One of the most important aspects of the Green Arc for me, is the ability for this to bring so many partners together in agreement. That might sound odd, but think about it for a second. The Arc is not just a political construct, it’s a collaboration among place leaders and as such it needs a strong identity and vision to bind it together, to influence and to sell its ideas. We want to have influence, to reach into government thinking and policy development, and advocate for regulatory change to support climate and environment work as part of our economic success. As we move into 2021, we’ll see significant progress on the Arc’s Spatial Framework, currently in development with government. This is the opportunity to embed key principles - environmental, sustainable and inclusive economic growth and placemaking - into a national statement of policy. Get that right and we will have gained something of real benefit to the Arc and the rest of the country when developing future Local Plans.  

The Green Arc is in some ways an artificial construct, but its role as a key influencer through the number of partners working closely together, with the same goal based on regional assets, is something that can be replicated elsewhere. The area has caught this government’s attention because of the focus on science and innovation at a regional scale. I think this is where we can have the greatest influence, not just with government, but with our residents, investors and the development industry; we have a story to tell. Creating a centre-point and an identity that people can buy into is the beginning, and if that happens, in 10 years’ time we will see some even more internationally significant achievements that began in the Arc. For example, establishing commercial carbonless flight as we are leading on, is opening up a multi-billion pound sector which the UK as a whole can benefit from.

If we can establish this identity then I believe that by 2030 we can be absolutely world leading in several sectors. That is what is unique about the Arc, that potential at scale. In the short term, if we achieve a solid plan, clear vision, and a policy landscape that enables local plans and local investment business cases to follow a new and different approach to dealing with climate change and inclusive growth, then I think we will have been very successful. And I think we should be able to achieve that within the next five years. 

The core of the Arc - collaboration, healthy placemaking, environmental sustainability and economic resilience - are also the fundamentals of a place director’s role. This is about how our communities work, the places people live in and ensuring they have the skills so that they don’t get left behind.

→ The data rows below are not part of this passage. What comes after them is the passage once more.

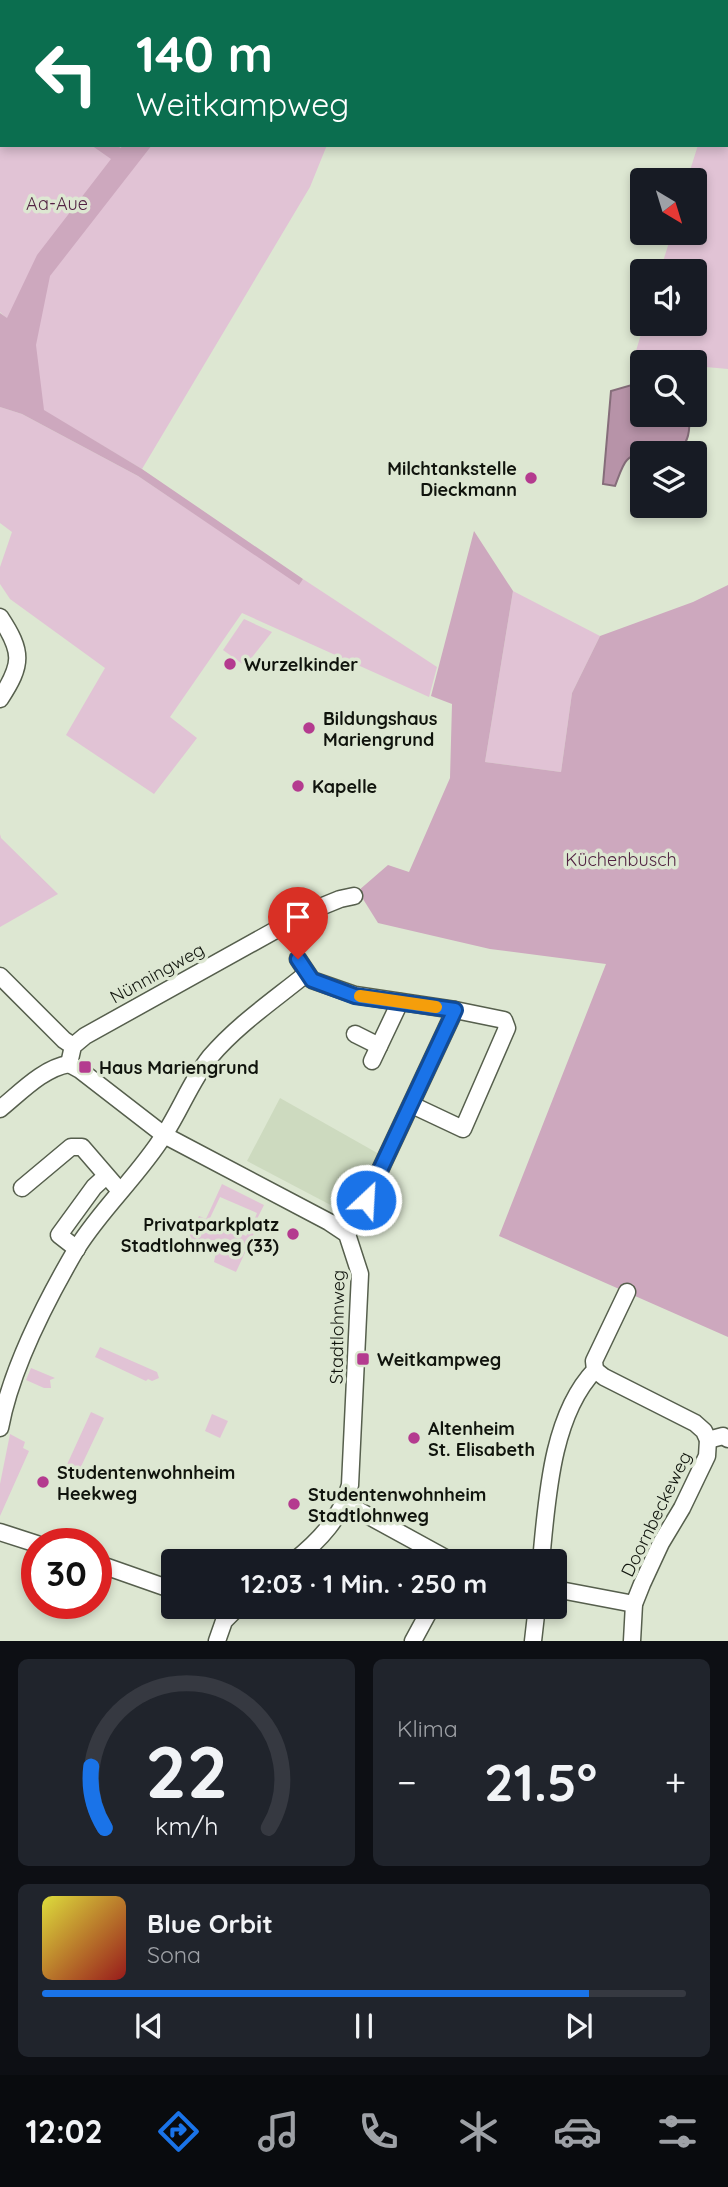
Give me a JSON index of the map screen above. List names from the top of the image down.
{
  "streets": {
    "street": ["Nünningweg", "Stadtlohnweg", "Doornbeckeweg"]
  },
  "parks": ["Aa-Aue", "Küchenbusch"],
  "places": {
    "other": [
      "Milchtankstelle Dieckmann",
      "Wurzelkinder",
      "Bildungshaus Mariengrund",
      "Kapelle",
      "Privatparkplatz Stadtlohnweg (33)",
      "Altenheim St. Elisabeth",
      "Studentenwohnheim Heekweg",
      "Studentenwohnheim Stadtlohnweg"
    ],
    "transit": ["Haus Mariengrund", "Weitkampweg"]
  },
  "north": "bottom right",
  "page": {
    "turn": ["140 m", "Weitkampweg"],
    "limit": "30",
    "trip": "12:03 · 1 Min. · 250 m",
    "tile": "Klima",
    "heat": ["−", "21.5°", "+"],
    "song": ["Blue Orbit", "Sona"],
    "tabs": "12:02",
    "gauge": ["22", "km/h"]
  }
}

Many areas have extreme differences in life expectancies - as high as 15 years - in different parts of a town or city. If we can’t solve this, then all the talk of vision and delivery doesn’t matter. Covid-19 is teaching us that we need to think more about community and environmental structures; nature must be part of the solution going forward and the place agenda needs to be front and centre, because we cover all these themes.

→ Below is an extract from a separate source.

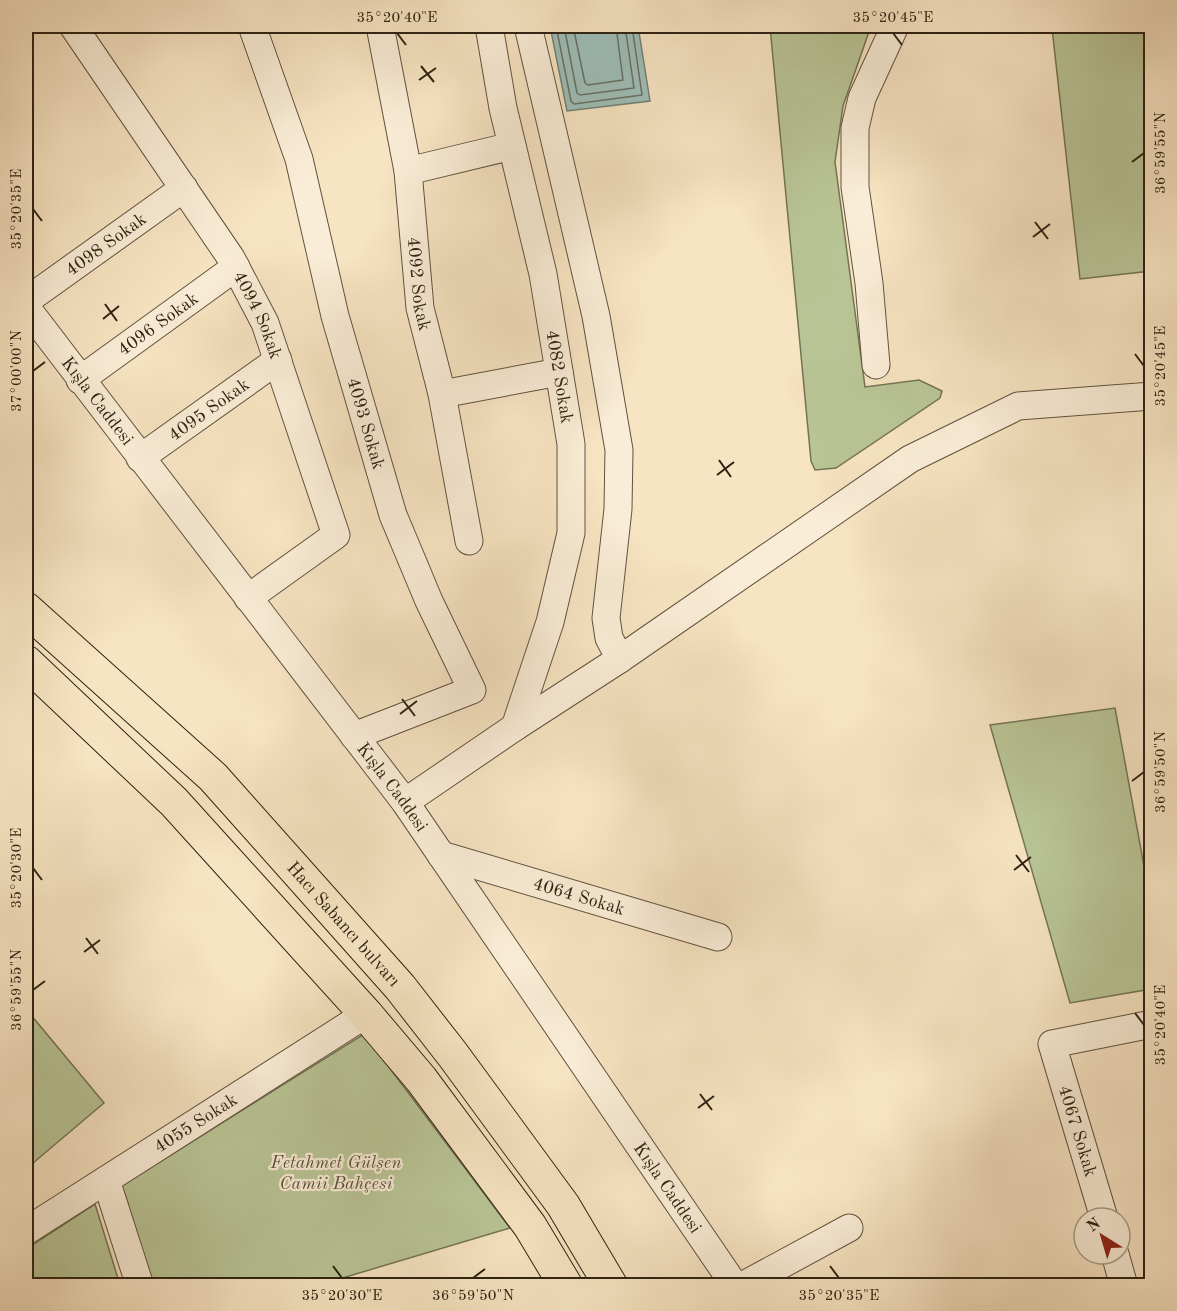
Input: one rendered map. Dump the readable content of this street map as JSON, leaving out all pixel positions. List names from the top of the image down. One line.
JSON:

We can do a lot of things as planning and highway authorities, but also through procurement and the way we work with our businesses, communities and voluntary groups. Human interaction with the environment is vital for our wellbeing - Covid-19 has made that obvious - so we need to protect where its right and proper to do so, and just as importantly, add value and accessibility through new development.

In that sense, the Green Arc is about all of us, our communities and people, infrastructure and economies. Those are the fundamentals of a sustainable vision that can positively drive the Arc forward, with the environment at its heart.